WORK TO COMPLETE »
Below are the records; copy out every line that holds the word "body".
(TASK MATERIAL)
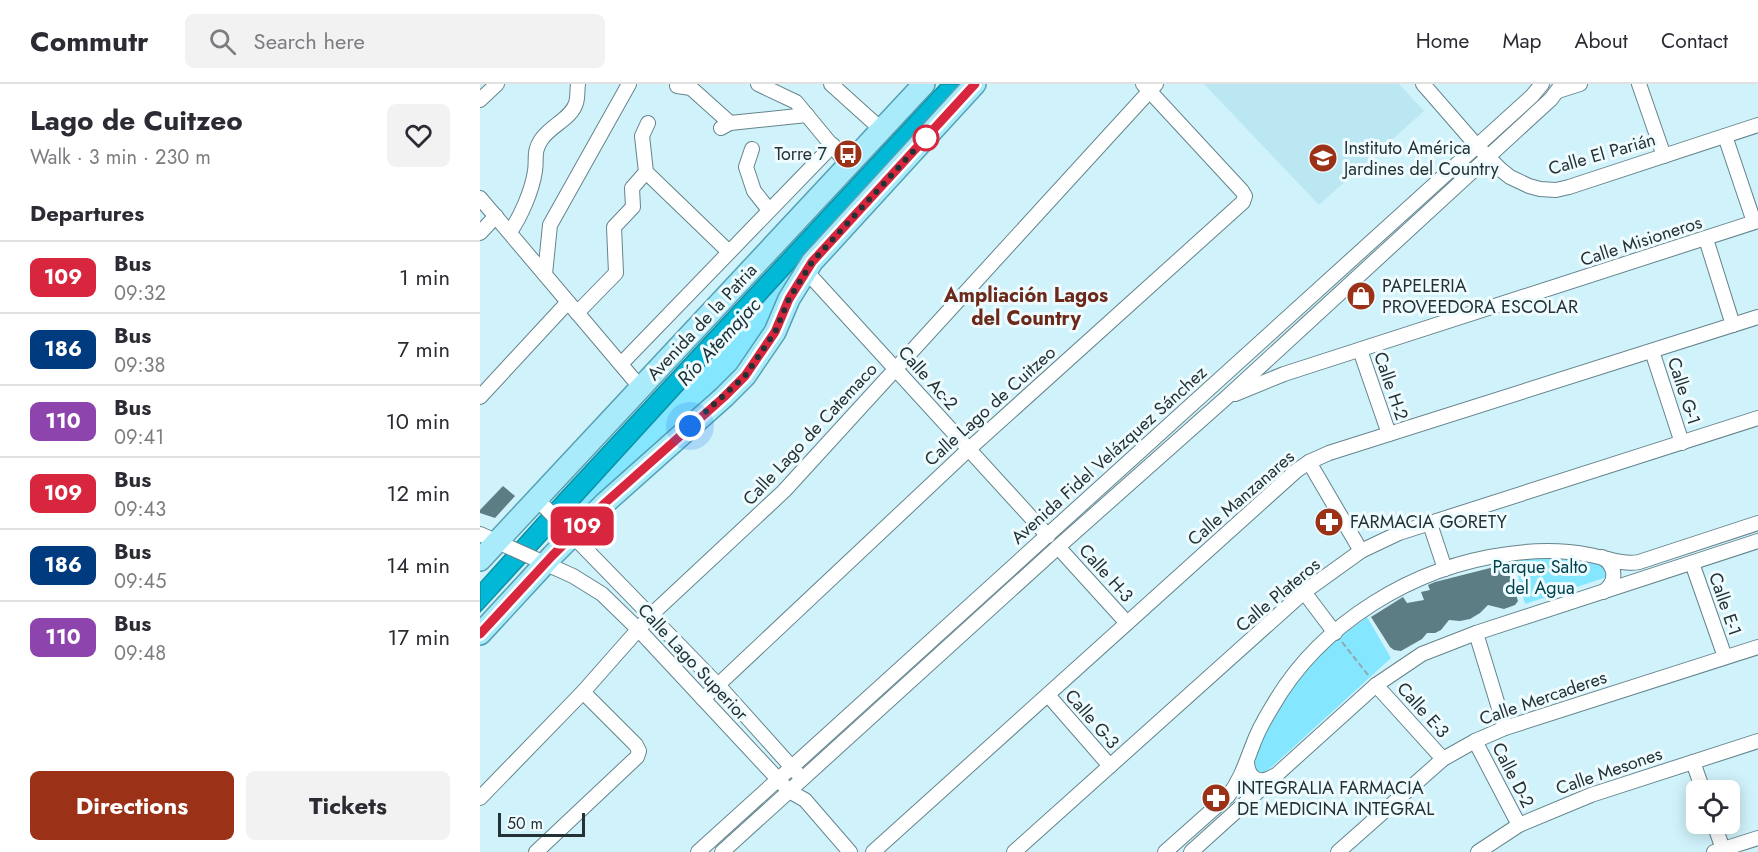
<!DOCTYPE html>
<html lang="en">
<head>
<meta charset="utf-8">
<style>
  :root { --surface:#fff; --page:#f2f2f3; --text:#2b2b33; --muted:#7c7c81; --line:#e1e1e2; --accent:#9b3218 }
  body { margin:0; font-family:Jost,sans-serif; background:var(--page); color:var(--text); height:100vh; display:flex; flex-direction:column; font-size:22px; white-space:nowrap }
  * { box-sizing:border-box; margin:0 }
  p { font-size:20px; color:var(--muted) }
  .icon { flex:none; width:33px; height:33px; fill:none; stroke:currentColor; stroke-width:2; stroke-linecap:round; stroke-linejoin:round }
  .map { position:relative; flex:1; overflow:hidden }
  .sheet { display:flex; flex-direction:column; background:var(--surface); width:480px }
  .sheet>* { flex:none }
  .badge { padding:0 12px; border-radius:9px; font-size:21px; line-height:39px }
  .fabs { position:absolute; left:1206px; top:696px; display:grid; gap:12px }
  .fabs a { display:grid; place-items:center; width:54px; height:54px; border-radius:9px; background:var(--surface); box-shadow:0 3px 15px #0003; font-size:30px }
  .scale { position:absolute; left:18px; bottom:15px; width:87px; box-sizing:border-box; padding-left:6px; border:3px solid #253235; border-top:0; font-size:16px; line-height:21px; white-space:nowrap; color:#253235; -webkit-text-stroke:4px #eefbff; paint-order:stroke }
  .you { position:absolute; width:30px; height:30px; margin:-15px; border:4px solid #fff; border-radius:50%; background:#1a73e8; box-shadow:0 0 0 9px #1a73e833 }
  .map>.badge { position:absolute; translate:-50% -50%; box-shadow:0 0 0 3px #fff }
  h2 { padding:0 30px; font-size:22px; line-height:54px }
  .round { display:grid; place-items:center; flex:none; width:63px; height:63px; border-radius:9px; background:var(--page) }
  .headline { display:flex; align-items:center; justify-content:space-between; height:102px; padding:0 30px }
  h1 { font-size:28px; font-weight:700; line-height:45px }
  .primary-button { display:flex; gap:12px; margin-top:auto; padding:12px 30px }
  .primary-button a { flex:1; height:69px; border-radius:9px; background:var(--accent); color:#fff; font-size:24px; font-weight:700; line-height:69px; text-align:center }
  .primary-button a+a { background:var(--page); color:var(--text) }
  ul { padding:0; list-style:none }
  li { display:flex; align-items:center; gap:18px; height:72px; padding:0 30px; border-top:2px solid var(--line) }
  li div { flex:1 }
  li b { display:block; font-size:22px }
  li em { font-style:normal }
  li .badge { min-width:66px; font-weight:700; text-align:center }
  header { display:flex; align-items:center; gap:36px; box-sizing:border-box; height:84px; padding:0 30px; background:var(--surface); border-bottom:2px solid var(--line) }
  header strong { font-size:28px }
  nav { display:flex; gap:33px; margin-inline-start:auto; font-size:21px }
  .search { width:420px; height:54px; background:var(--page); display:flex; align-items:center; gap:15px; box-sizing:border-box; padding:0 21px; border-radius:9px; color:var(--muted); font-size:22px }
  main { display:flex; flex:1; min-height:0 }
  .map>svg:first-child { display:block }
  .built { fill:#bbe7f2 }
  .green { fill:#85e7ff }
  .water { fill:#01b9d7; stroke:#0c90a6; stroke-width:1.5 }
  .building { fill:#5d7d84 }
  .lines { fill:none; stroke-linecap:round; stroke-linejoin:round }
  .street-casing { stroke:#65848c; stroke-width:16 }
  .primary-casing { stroke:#55a1b3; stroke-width:24 }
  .path { stroke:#8fa9b0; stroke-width:2; stroke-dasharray:6 3; stroke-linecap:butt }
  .street { stroke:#fff; stroke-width:14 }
  .primary { stroke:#a9ebfa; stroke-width:21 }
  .line-casing { stroke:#fff; stroke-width:14 }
  .line { stroke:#d7263d; stroke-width:9 }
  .walk { stroke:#253235; stroke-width:6; stroke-dasharray:0 10.8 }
  .stop-dot { fill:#fff; stroke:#d7263d; stroke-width:3 }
  .labels { text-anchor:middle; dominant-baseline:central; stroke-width:6; stroke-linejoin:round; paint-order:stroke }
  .poi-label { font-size:18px; fill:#253235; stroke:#eefbff; text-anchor:start }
  .street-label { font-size:18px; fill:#253235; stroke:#eefbff }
  .park-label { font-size:18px; fill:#00434f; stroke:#eefbff }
  .neighbourhood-label { font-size:20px; font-weight:bold; fill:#6c2919; stroke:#eefbff }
  .water-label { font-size:20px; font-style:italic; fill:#1b3238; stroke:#eefbff }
</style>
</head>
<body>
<header>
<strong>Commutr</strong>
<div class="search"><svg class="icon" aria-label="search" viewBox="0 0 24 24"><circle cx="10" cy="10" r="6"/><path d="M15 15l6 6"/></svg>Search here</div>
<nav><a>Home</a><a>Map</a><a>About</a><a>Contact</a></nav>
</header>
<main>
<section class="sheet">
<div class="headline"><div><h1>Lago de Cuitzeo</h1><p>Walk · 3 min · 230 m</p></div><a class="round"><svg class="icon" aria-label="heart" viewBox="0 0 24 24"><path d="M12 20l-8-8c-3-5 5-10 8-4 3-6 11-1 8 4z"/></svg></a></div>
<h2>Departures</h2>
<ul>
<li><span class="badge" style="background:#d7263d;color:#fff">109</span><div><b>Bus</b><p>09:32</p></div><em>1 min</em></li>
<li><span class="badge" style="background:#003b80;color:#fff">186</span><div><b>Bus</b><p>09:38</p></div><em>7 min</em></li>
<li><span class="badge" style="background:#8e44ad;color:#fff">110</span><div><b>Bus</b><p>09:41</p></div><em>10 min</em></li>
<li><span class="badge" style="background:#d7263d;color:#fff">109</span><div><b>Bus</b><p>09:43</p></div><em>12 min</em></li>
<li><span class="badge" style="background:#003b80;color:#fff">186</span><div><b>Bus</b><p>09:45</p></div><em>14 min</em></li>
<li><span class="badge" style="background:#8e44ad;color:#fff">110</span><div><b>Bus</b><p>09:48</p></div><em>17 min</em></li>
</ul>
<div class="primary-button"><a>Directions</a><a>Tickets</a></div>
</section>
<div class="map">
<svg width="1278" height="768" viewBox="0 0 1278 768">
  <rect width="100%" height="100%" fill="#d0f2fb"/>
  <path class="built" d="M724 0H919L944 27 839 121Z"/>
  <g class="green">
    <path d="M320 178 282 255 262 284 102 430 95 423Z"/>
    <path d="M1076 472 1122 476 1129 483 1127 493 1045 520 1034 475Z"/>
    <path d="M887 533 911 574 785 689 776 688 772 679C787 640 807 604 835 574 850 559 870 546 887 533Z"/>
  </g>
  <path class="water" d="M461 0H482L0 528V499L79 411Z"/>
  <g class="building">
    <path d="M23 402 35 412 15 434 0 429V426Z"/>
    <path d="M1026 480 1038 517 1035 521 1024 525 1008 521 1000 529 990 535 980 537 969 536 961 546 955 549H947L942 555 921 567 914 566 910 563 891 533 923 513 927 519 944 516 941 508 950 506 948 501 955 498Z"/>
  </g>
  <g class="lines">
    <g class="street-casing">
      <g id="street">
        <path d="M278 0 316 18 368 81"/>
        <path d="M351 0 402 46"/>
        <path d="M943 0 997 62 1020 85 1030 93 1049 102 1060 105 1076 106 1089 103 1278 41"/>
        <path d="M1159 0 1184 72"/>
        <path d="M197 2 211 4 250 39"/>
        <path d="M1078 7 1100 0"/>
        <path d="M0 16 17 0"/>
        <path d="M168 39 162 52 166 88 249 168"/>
        <path d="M241 44 250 39 327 31"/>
        <path d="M1245 52 1274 138"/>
        <path d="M272 65 266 83 274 107 289 126"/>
        <path d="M0 114 160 303"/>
        <path d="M30 148C41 132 52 107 55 87 57 75 53 68 61 56 70 42 92 34 96 19 98 13 97 6 98 0"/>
        <path d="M0 149 16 132"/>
        <path d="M1226 155 1253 241"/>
        <path d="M326 187 568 452"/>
        <path d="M65 190 70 141 149 0"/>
        <path d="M97 229 136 189 134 143 153 123 152 104 166 88"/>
        <path d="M880 266 909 350"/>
        <path d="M1172 267 1202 359"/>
        <path d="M141 280 353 61"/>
        <path d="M755 310 804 290 1278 137"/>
        <path d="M0 313 88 218"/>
        <path d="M829 378 881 467"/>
        <path d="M56 414 238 601 317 689"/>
        <path d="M950 440 965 485"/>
        <path d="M0 450 93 492 122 510 158 545 309 707 325 716 370 768"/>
        <path d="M578 463 647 539"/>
        <path d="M1122 473C1137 483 1137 498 1123 508"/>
        <path d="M1212 479 1245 573"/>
        <path d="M824 508 855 549"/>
        <path d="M996 549 1025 644"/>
        <path d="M896 601 963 675"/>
        <path d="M568 611 630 682"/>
        <path d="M223 615 489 365 763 118 765 112 762 107 663 0"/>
        <path d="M995 657 1039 741"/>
        <path d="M767 678C768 695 780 701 794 692"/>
        <path d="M1213 678 1223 706"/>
        <path d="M0 714 103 608 171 531 304 407 676 0"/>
        <path d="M1234 740 1243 765"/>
        <path d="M56 768 157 673 159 667 156 661 103 608"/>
        <path d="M218 768 1052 12 1062 0"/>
        <path d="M242 768 578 463 747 313 1071 15 1082 0"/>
        <path d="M393 768 816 387 829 378 849 369 1278 233"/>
        <path d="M534 768 824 508 881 467 919 449 1278 334"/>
        <path d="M685 768 748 712C760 697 765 681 772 663 777 649 784 636 792 623 840 539 934 482 1029 470 1055 466 1084 466 1110 471 1126 474 1143 481 1159 478L1278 439"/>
        <path d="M711 768 896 601 942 570 996 549 1278 457"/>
        <path d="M858 768 963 675 995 657 1025 644 1278 563"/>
        <path d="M998 768 1039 741 1111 711 1278 657"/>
        <path d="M1234 768 1278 754"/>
      </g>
    </g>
    <g class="primary-casing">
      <g id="primary">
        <path d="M0 476 444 0"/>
        <path d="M0 550 72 472 125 419 244 313 265 292 295 248 309 215 332 178 495 0"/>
      </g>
    </g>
    <path class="path" d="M862 558 888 591"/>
    <use href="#street" class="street"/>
    <use href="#primary" class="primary"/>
  </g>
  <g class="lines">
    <g class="line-casing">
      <path id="line" d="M0 550 72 472 125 419 244 313 265 292 295 248 309 215 332 178 495 0"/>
    </g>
    <use href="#line" class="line"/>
    <path class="walk" d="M210 342 265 292 295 248 309 215 332 178 451 48 446 54"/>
  </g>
  <defs>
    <g id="bus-disc" transform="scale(1.5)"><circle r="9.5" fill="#9b3218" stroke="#eefbff"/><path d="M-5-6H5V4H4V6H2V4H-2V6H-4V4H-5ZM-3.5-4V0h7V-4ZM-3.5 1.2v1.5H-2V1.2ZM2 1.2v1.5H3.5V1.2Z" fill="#fff"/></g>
    <g id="school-disc" transform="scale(1.5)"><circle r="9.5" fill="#9b3218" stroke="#eefbff"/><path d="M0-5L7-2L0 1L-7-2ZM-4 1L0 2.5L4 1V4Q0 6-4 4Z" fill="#fff"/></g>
    <g id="shop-disc" transform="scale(1.5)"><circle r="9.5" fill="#9b3218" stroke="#eefbff"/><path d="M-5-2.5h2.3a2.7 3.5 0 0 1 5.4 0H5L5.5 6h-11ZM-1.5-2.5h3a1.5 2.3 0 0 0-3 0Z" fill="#fff"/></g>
    <g id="pharmacy-disc" transform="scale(1.5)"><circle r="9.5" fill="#9b3218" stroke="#eefbff"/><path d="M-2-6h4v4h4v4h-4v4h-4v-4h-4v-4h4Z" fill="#fff"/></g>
  </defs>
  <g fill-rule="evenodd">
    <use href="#bus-disc" x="368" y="70"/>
    <use href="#school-disc" x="843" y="74"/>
    <use href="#shop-disc" x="881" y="212"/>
    <use href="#pharmacy-disc" x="849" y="438"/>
    <use href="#pharmacy-disc" x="736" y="714"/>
  </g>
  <circle class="stop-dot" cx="446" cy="54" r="12"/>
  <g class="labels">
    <g class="poi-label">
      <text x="864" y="64">Instituto América<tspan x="864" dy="21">Jardines del Country</tspan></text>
      <text x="347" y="70" text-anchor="end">Torre 7</text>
      <text x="902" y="202">PAPELERIA<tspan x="902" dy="21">PROVEEDORA ESCOLAR</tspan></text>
      <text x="870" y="438">FARMACIA GORETY</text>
      <text x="757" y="704">INTEGRALIA FARMACIA<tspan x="757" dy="21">DE MEDICINA INTEGRAL</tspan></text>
    </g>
    <g class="street-label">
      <text transform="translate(1122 70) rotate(-16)">Calle El Parián</text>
      <text transform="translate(1161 157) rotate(-18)">Calle Misioneros</text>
      <text transform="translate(222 238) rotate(-47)">Avenida de la Patria</text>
      <text transform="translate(448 294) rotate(48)">Calle Ac-2</text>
      <text transform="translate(911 302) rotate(71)">Calle H-2</text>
      <text transform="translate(1204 307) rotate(72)">Calle G-1</text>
      <text transform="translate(510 322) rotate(-42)">Calle Lago de Cuitzeo</text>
      <text transform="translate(330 350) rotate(-47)">Calle Lago de Catemaco</text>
      <text transform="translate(629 371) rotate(-42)">Avenida Fidel Velázquez Sánchez</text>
      <text transform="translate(761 414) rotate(-41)">Calle Manzanares</text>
      <text transform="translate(626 489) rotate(48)">Calle H-3</text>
      <text transform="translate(798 511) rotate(-40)">Calle Plateros</text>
      <text transform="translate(1245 520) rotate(71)">Calle E-1</text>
      <text transform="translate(213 578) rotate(47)">Calle Lago Superior</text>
      <text transform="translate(1063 614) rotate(-19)">Calle Mercaderes</text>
      <text transform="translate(943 626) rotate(48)">Calle E-3</text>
      <text transform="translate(612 635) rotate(49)">Calle G-3</text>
      <text transform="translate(1129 687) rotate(-19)">Calle Mesones</text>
      <text transform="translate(1033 691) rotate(63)">Calle D-2</text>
    </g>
    <g class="park-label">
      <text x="1060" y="483">Parque Salto<tspan x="1060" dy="21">del Agua</tspan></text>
    </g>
    <g class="neighbourhood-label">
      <text x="546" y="211">Ampliación Lagos<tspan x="546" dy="23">del Country</tspan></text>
    </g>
    <g class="water-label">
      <text transform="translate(239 258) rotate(-47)">Río Atemajac</text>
    </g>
  </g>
</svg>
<div class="fabs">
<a><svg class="icon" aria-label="locate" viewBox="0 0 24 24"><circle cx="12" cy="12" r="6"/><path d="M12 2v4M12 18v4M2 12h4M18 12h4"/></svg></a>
</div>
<div class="scale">50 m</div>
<div class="you" style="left:210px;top:342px"></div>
<b class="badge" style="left:102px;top:442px;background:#d7263d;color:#fff">109</b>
</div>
</main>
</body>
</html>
(End TASK MATERIAL)
OUTPUT OF THE TASK »
  body { margin:0; font-family:Jost,sans-serif; background:var(--page); color:var(--text); height:100vh; display:flex; flex-direction:column; font-size:22px; white-space:nowrap }
<body>
</body>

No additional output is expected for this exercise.